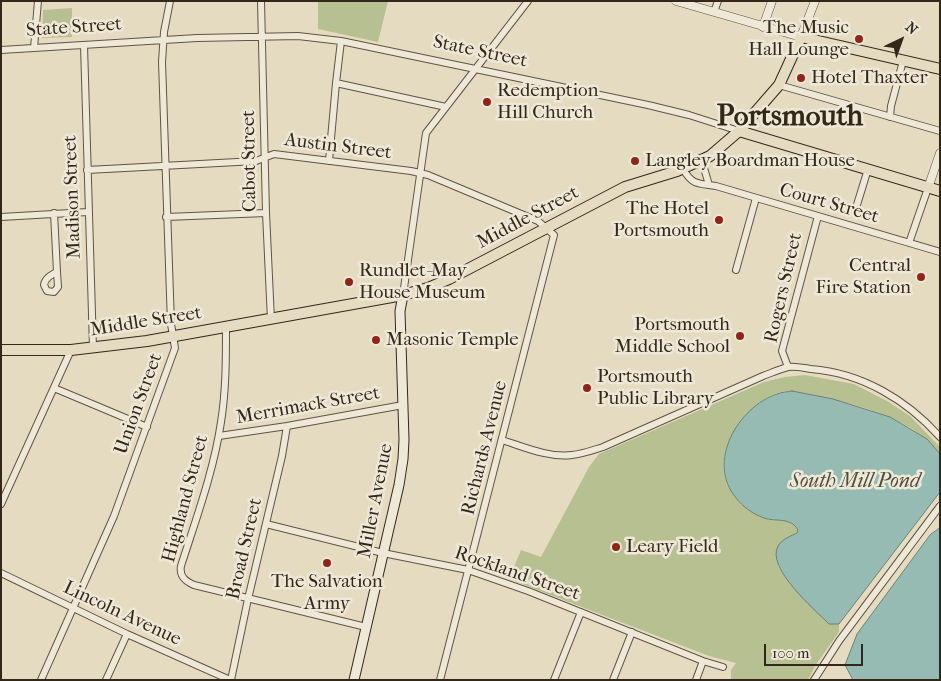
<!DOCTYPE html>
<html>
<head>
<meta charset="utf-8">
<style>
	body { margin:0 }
	#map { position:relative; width:941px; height:681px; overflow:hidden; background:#e5dbc1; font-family:"IM FELL French Canon",serif }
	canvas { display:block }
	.frame { position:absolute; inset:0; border:2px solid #332719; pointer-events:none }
	.north { position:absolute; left:876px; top:15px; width:50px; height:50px; -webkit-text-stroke:4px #eee8d7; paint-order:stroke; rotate:42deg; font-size:14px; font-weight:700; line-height:20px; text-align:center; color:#332719 }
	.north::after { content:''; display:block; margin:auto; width:18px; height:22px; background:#332719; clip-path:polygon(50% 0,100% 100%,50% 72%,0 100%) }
	.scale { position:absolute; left:764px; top:644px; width:99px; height:22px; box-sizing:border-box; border:2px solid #332719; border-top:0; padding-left:6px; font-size:15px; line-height:18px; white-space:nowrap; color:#332719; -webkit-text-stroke:4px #eee8d7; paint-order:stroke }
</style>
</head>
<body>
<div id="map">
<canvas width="941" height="681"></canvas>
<div class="frame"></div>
<div class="north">N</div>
<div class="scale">100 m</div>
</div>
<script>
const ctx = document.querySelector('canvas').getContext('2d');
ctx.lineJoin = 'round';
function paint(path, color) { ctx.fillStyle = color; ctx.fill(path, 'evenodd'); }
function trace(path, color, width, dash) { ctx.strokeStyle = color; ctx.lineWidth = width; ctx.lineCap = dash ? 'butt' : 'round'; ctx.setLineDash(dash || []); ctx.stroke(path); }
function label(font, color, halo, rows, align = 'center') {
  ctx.font = font + ' "IM FELL French Canon",serif'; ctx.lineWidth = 5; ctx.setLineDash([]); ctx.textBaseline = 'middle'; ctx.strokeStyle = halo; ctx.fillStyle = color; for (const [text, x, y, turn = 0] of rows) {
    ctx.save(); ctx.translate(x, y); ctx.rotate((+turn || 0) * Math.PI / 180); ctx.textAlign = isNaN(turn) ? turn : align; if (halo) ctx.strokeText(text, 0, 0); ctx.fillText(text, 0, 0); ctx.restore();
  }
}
const green = new Path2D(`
	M 318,1 L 388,1 L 378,42 L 318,29 Z
	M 72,8 L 72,37 L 42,38 L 43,10 Z
	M 805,375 L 854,384 L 887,401 L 910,416 L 940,447 L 940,454 C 936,449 932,444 927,440 C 923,436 917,433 912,429 C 883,412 852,403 819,397 C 806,394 792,389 778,393 C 760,398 746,415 736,429 C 724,446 720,467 728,486 C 735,501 750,513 764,518 C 776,522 791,517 798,530 L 797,533 L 778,566 L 804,599 L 829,624 L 839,624 L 839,632 L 815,666 L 808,680 L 731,680 L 731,670 L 736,663 L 709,656 L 509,579 L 521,550 L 541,557 L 589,467 L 599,454 L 764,382 L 785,377 Z`);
const water = new Path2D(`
	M 792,391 L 833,399 L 890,417 L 927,439 L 940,454 L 940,492 L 839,624 L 829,624 C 814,609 766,568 778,546 C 782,539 791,536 797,533 L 798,530 C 791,517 776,522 764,518 C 753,514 743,507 736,498 C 706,462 738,407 777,394 C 782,392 787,392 792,391 Z
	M 940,528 L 940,680 L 853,680 L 845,665 L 857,634 L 930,535 Z`);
const minor = new Path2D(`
	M 261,1 L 266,213 L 271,320
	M 714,12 L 718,1
	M 84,45 L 93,348
	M 34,48 L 38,1
	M 1,50 L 197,38 L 298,36 L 341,41 L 648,105 L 689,115 L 739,131
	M 336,83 L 446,107
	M 779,85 L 940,131
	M 890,117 L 891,106 L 903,61
	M 329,161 L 336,83 L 341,41
	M 702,161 L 709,185
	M 683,169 C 693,186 698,183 716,186 L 940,252
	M 87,170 L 256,161 L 274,154 L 411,171 L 428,175 L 538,221 L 554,235 L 440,680
	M 856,208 L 868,169
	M 54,213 L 57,272 C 51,275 45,278 44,285 L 47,291 L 54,292 L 58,287 L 57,272
	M 1,217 L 88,212
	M 166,217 L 266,213
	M 909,243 L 928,188
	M 736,270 L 756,198
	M 403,295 L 426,133 L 528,1
	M 226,327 C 226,359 226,391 221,422 C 214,470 196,519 181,566 C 179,576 185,581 194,585 L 366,627
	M 788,367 L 782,351 L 818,216
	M 54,388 L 147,427
	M 219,436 L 287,426 L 403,405
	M 502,440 C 524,447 549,458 572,455 C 583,454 593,450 603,447 L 763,376 C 771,373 780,369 788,367 C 795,366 804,368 811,369 C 862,373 907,400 940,437
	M 1,504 L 71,350
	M 266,524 L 383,553 L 468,570 L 528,591 L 703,661 L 723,667
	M 1,573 L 127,634 L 230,680
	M 41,680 L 114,516 L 175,348 L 171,324 L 162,62 L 164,32 L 170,1
	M 106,680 L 127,634
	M 231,680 L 248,599 L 282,456 L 287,426
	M 554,680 L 581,612
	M 613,680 L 632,632
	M 696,680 L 703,661
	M 814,680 L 839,641 L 940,506`);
const tertiary = new Path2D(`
	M 676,1 L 801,37 L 815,1
	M 763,27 L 772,1
	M 928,188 L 940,153`);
const secondary = new Path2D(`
	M 354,680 L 399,485 L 403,459 L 404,440 L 400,311 L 403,295`);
const primary = new Path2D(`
	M 739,131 L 940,191
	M 1,350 L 71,350 L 147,341 L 403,295 L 428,288 L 449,279 L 625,187 L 677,171 L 710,156 L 739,131 L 779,85 L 801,37 L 940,69`);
const markers = [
	[859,39,5,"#8f2418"],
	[801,78,5,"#8f2418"],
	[487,102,5,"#8f2418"],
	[635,161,5,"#8f2418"],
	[719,220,5,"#8f2418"],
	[921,277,5,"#8f2418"],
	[349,282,5,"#8f2418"],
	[740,336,5,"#8f2418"],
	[376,340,5,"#8f2418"],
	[587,388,5,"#8f2418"],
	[616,547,5,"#8f2418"],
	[327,563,5,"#8f2418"]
];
const streetNames = [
	["State Street",74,28,-4],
	["State Street",480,52,12],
	["Austin Street",338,147,7],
	["Cabot Street",250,161,-91],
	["Madison Street",73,197,-92],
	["Court Street",829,204,16],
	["Middle Street",528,218,-28],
	["Rogers Street",784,288,-77],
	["Middle Street",146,322,-9],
	["Union Street",139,404,-70],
	["Merrimack Street",308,406,-10],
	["Richards Avenue",485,448,-76],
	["Highland Street",186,499,-75],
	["Miller Avenue",376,501,-79],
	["Broad Street",245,549,-77],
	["Rockland Street",517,574,19],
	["Lincoln Avenue",122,614,25]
];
const poiNames = [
	["The Music",849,28,"right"],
	["Hall Lounge",849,50,"right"],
	["Hotel Thaxter",811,78],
	["Redemption",497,91],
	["Hill Church",497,113],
	["Langley Boardman House",645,161],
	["The Hotel",709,209,"right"],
	["Portsmouth",709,231,"right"],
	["Central",911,266,"right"],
	["Fire Station",911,288,"right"],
	["Rundlet-May",359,271],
	["House Museum",359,293],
	["Portsmouth",730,325,"right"],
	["Middle School",730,347,"right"],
	["Masonic Temple",386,340],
	["Portsmouth",597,377],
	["Public Library",597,399],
	["Leary Field",626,547],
	["The Salvation",327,582,"center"],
	["Army",327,604,"center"]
];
const waterNames = [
	["South Mill Pond",855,482]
];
const townNames = [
	["Portsmouth",790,118]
];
paint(green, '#b7c091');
paint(water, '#96bbb2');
trace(water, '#6e8075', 1);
trace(minor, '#605443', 8);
trace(tertiary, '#605443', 9);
trace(secondary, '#332719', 11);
trace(primary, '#332719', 12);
trace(minor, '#eee8d7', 6);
trace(tertiary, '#eee8d7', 8);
trace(secondary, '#eee8d7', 9);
trace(primary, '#e5dbc1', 10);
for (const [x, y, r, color] of markers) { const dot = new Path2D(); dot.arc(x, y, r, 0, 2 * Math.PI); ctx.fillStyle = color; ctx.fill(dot); trace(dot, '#eee8d7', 2); }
label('19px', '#332719', '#eee8d7', streetNames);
label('19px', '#332719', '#eee8d7', poiNames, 'left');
label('italic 20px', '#4c4c3f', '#eee8d7', waterNames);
label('bold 29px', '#332719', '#eee8d7', townNames);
</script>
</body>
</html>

Task statement: Using the word "rows" as the filter, copy each matching line from the material.

Solution to this task:
function label(font, color, halo, rows, align = 'center') {
  ctx.font = font + ' "IM FELL French Canon",serif'; ctx.lineWidth = 5; ctx.setLineDash([]); ctx.textBaseline = 'middle'; ctx.strokeStyle = halo; ctx.fillStyle = color; for (const [text, x, y, turn = 0] of rows) {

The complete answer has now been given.